■ **REQUIRED WORK**: The answer must consist of every line in the records below that contains the string "grid".

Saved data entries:
# # # # # # #

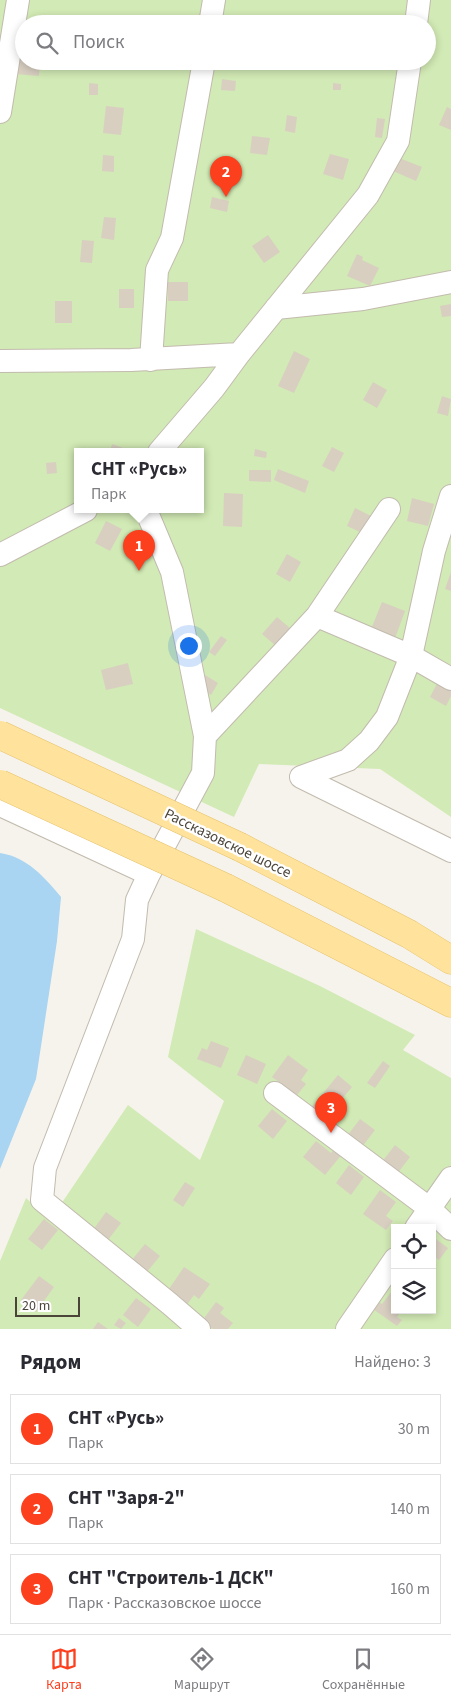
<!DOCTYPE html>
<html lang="ru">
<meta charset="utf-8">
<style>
body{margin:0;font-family:"Source Sans 3",sans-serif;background:#f7f7f7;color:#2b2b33}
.controls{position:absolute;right:15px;bottom:15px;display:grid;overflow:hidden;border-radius:0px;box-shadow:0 2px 8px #0003}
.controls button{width:45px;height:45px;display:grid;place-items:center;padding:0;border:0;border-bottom:1px solid #e1e1e2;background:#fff;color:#2b2b33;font:25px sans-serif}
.scale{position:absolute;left:15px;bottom:12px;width:65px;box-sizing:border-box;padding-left:5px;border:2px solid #4b4439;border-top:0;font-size:14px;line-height:18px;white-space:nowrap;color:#4b4439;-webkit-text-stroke:4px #fff;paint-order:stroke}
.you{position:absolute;left:188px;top:645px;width:18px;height:18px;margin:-12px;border:4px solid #fff;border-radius:50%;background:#1a73e8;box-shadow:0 0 0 8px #1a73e833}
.badge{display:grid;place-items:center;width:32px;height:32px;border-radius:50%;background:#fc3f1d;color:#fff;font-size:16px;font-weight:700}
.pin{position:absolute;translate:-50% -41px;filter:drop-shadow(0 1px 2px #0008)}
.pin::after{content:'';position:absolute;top:26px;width:18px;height:15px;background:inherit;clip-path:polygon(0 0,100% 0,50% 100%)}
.popup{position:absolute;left:74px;top:448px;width:130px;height:65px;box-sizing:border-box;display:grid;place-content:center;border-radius:0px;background:#fff;filter:drop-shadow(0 1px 4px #0005);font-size:16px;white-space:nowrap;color:#7c7c81}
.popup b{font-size:19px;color:#2b2b33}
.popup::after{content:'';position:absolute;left:50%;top:100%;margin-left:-10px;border:10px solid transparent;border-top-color:#fff}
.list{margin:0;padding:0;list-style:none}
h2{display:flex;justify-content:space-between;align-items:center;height:65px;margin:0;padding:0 20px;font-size:21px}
h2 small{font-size:16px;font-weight:400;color:#7c7c81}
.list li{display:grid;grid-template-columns:32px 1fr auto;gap:15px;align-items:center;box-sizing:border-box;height:70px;margin:0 10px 10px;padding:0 10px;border:1px solid #e1e1e2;border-radius:0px}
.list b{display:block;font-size:19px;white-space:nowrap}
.list p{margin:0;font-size:16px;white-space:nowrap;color:#7c7c81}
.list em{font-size:16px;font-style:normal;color:#7c7c81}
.icon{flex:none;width:28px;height:28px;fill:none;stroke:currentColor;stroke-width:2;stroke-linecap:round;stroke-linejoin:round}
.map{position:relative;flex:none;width:451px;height:1329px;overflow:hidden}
.search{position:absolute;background:#fff;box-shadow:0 2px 8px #0003;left:15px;right:15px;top:15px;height:55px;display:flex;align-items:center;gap:12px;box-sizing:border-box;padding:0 18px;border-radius:28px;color:#7c7c81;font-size:19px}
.sheet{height:305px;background:#fff}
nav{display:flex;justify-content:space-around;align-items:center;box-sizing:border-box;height:70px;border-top:1px solid #e1e1e2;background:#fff;font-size:14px;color:#7c7c81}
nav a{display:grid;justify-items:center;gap:2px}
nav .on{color:#fc3f1d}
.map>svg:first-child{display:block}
</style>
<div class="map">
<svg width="451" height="1329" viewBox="0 0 451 1329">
<rect width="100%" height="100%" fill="#f6f3ec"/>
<!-- green -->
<path fill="#d2eab5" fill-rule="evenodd" d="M 0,0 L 451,0 L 451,817 L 380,769 L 259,764 L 234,817 L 0,708 ZM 24,24 L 427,24 L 427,61 L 24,61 ZM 78,452 L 200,452 L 200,510 L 78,510 Z
M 196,929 L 320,986 L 415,1035 L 403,1050 L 451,1078 L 451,1329 L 0,1329 L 0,1261 L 26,1198 L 52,1222 L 59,1207 L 128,1105 L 200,1160 L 224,1101 L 168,1057 ZM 395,1228 L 432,1228 L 432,1310 L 395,1310 Z"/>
<!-- water -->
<path fill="#a9d4f2" d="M 0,853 C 27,857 44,877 61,897 L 57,941 L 36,1079 L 0,1169 Z"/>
<!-- building -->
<path fill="#d8cfc1" d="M 17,53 L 24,53 L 24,61 L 40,61 L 39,76 L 15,74 Z
M 222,79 L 236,81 L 235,91 L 221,90 Z
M 89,83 L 98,84 L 98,95 L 89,95 Z
M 333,83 L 341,84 L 341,90 L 333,90 Z
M 106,106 L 124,108 L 121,135 L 103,133 Z
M 447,107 L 451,109 L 451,130 L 439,125 Z
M 287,115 L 297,117 L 295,133 L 285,131 Z
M 377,118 L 385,119 L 382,138 L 375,137 Z
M 252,136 L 270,138 L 267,155 L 250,153 Z
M 330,154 L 349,159 L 343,180 L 323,174 Z
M 103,155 L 114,156 L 114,172 L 102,171 Z
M 399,158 L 422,167 L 416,181 L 393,171 Z
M 212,197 L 229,201 L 227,212 L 210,208 Z
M 104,217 L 116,218 L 114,240 L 101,238 Z
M 268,235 L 280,252 L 264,263 L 252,246 Z
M 82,240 L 94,241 L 92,263 L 80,262 Z
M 357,254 L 363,257 L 362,260 L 379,268 L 370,286 L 347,276 Z
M 168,282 L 188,282 L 188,301 L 168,301 Z
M 119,289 L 134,289 L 134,308 L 119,308 Z
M 55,301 L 72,301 L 72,323 L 55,323 Z
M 451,304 L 451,316 L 442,317 L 440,306 Z
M 294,351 L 310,359 L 294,393 L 278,386 Z
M 373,382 L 387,390 L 377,408 L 363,400 Z
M 442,396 L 451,399 L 448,416 L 437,413 Z
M 112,444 L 129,450 L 128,452 L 110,452 Z
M 332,447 L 344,453 L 334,472 L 322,466 Z
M 255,449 L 267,452 L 266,458 L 254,456 Z
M 56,462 L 57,473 L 47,474 L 46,463 Z
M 278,469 L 309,481 L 305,493 L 274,480 Z
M 249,470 L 271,470 L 271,482 L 249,481 Z
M 224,493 L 243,494 L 242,527 L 223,526 Z
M 412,498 L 434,504 L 428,526 L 407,521 Z
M 355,508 L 371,516 L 362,533 L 347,526 Z
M 106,521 L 122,529 L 110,551 L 95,543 Z
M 287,554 L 301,562 L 290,582 L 276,574 Z
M 451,572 L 451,591 L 445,589 Z
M 382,602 L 405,611 L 394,641 L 370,632 Z
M 277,617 L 291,629 L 276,646 L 262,634 Z
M 221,636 L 227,640 L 215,656 L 209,652 Z
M 128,663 L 133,684 L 106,690 L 101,670 Z
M 205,675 L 218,683 L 211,695 L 197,686 Z
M 440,678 L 451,684 L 451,696 L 446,706 L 430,697 Z
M 211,1041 L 229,1048 L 221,1068 L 197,1059 L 202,1048 L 207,1050 Z
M 246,1055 L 266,1064 L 257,1084 L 237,1075 Z
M 288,1055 L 308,1070 L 301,1080 L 306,1084 L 297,1095 L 272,1077 Z
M 383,1061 L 390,1066 L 375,1088 L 367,1083 Z
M 338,1075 L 352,1087 L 341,1100 L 343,1102 L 327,1121 L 311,1108 Z
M 272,1109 L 287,1121 L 273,1139 L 258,1126 Z
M 360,1119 L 375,1130 L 362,1147 L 347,1136 Z
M 316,1141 L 331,1153 L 336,1147 L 343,1153 L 325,1175 L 303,1157 Z
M 395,1145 L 410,1157 L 397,1174 L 381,1163 Z
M 349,1165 L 364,1177 L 351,1195 L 336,1183 Z
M 185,1182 L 195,1188 L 183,1207 L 173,1200 Z
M 380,1190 L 396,1202 L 386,1216 L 393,1221 L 386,1230 L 363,1214 Z
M 106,1212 L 121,1223 L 108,1240 L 93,1230 Z
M 44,1219 L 58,1230 L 42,1250 L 28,1239 Z
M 432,1236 L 448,1248 L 439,1260 L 432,1255 Z
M 145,1244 L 160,1256 L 146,1273 L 131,1261 Z
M 184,1267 L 210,1284 L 199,1299 L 194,1295 L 186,1306 L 167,1292 Z
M 39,1276 L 54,1287 L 36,1312 L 21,1300 Z
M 393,1290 L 395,1291 L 395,1310 L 402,1310 L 397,1317 L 402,1320 L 397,1326 L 373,1309 L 379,1302 L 382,1304 Z
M 136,1298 L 151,1309 L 138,1327 L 123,1315 Z
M 216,1302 L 224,1308 L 220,1313 L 233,1323 L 228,1329 L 213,1329 L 202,1321 Z
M 119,1318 L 126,1323 L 121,1329 L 114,1325 Z
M 98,1322 L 108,1329 L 93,1329 Z"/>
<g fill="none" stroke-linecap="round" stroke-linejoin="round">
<!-- minor casing -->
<g stroke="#c2bbae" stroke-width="24">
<path id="minor" d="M 210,24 L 214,0
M 416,24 L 419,0
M 0,112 L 18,0
M 276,308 L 363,299 L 451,282
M 151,360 L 157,270 L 172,238 L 204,61
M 0,361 L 131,360 L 239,354
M 159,452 L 214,388 L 239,354 L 368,195 L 398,141 L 410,61
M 451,496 L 434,551 L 411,656 L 387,717 L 369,741 L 348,760 L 301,777 L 451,851
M 146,510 L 172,572 L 205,736 L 203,773 L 149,874 L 137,900 L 133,939 L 45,1168 L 42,1200 L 170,1304 L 199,1329
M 0,555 L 86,510
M 317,616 L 389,509
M 205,736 L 317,616 L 411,656 L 451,679
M 0,805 L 149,874
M 275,1093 L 429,1208 L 451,1229
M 416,1228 L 451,1178
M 347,1329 L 395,1259"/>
</g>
<!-- major casing -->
<g stroke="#e6c16a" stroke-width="29">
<path id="major" d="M 240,847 L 409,934 L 451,960
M 226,888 L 451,1003"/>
</g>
<!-- minor -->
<use href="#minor" stroke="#fff" stroke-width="22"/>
<!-- major -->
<use href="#major" stroke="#ffe39c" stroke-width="28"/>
<!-- major-bridge casing -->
<g stroke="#e6c16a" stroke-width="29" stroke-linecap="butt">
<path id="major-bridge" d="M 0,735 L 240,847
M 0,784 L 226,888"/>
</g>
<!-- major-bridge -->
<use href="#major-bridge" stroke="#ffe39c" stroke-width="28"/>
</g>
<g text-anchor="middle" stroke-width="5" stroke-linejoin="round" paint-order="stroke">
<!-- street labels -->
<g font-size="15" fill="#4b4439" stroke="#fff">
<text transform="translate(228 843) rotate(26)" y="5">Рассказовское шоссе</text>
</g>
</g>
</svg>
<div class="controls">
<button><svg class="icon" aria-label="locate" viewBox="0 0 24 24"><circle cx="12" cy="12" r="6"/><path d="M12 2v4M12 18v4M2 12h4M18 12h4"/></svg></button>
<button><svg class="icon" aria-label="layers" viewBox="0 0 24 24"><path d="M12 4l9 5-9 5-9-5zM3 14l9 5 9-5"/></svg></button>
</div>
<div class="scale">20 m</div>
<div class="you"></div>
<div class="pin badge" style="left:139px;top:571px">1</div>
<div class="popup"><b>СНТ «Русь»</b>Парк</div>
<div class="pin badge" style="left:226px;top:197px">2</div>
<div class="pin badge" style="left:331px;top:1133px">3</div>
<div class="search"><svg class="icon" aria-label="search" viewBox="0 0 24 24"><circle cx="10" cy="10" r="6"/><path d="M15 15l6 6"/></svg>Поиск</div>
</div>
<section class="sheet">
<h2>Рядом<small>Найдено: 3</small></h2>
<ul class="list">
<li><span class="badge">1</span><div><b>СНТ «Русь»</b><p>Парк</p></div><em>30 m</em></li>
<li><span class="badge">2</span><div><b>СНТ &quot;Заря-2&quot;</b><p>Парк</p></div><em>140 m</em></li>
<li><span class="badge">3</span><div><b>СНТ &quot;Строитель-1 ДСК&quot;</b><p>Парк · Рассказовское шоссе</p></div><em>160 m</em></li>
</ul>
</section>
<nav>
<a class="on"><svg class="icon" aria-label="map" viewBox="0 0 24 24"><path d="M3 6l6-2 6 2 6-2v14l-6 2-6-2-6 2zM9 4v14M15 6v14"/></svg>Карта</a>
<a><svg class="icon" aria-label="directions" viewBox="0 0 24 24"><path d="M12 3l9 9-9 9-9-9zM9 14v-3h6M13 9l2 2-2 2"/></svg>Маршрут</a>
<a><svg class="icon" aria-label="saved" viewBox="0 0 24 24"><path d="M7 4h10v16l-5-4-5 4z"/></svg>Сохранённые</a>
</nav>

# # # # # # #

■ **EXPECTED OUTPUT**:
.controls{position:absolute;right:15px;bottom:15px;display:grid;overflow:hidden;border-radius:0px;box-shadow:0 2px 8px #0003}
.controls button{width:45px;height:45px;display:grid;place-items:center;padding:0;border:0;border-bottom:1px solid #e1e1e2;background:#fff;color:#2b2b33;font:25px sans-serif}
.badge{display:grid;place-items:center;width:32px;height:32px;border-radius:50%;background:#fc3f1d;color:#fff;font-size:16px;font-weight:700}
.popup{position:absolute;left:74px;top:448px;width:130px;height:65px;box-sizing:border-box;display:grid;place-content:center;border-radius:0px;background:#fff;filter:drop-shadow(0 1px 4px #0005);font-size:16px;white-space:nowrap;color:#7c7c81}
.list li{display:grid;grid-template-columns:32px 1fr auto;gap:15px;align-items:center;box-sizing:border-box;height:70px;margin:0 10px 10px;padding:0 10px;border:1px solid #e1e1e2;border-radius:0px}
nav a{display:grid;justify-items:center;gap:2px}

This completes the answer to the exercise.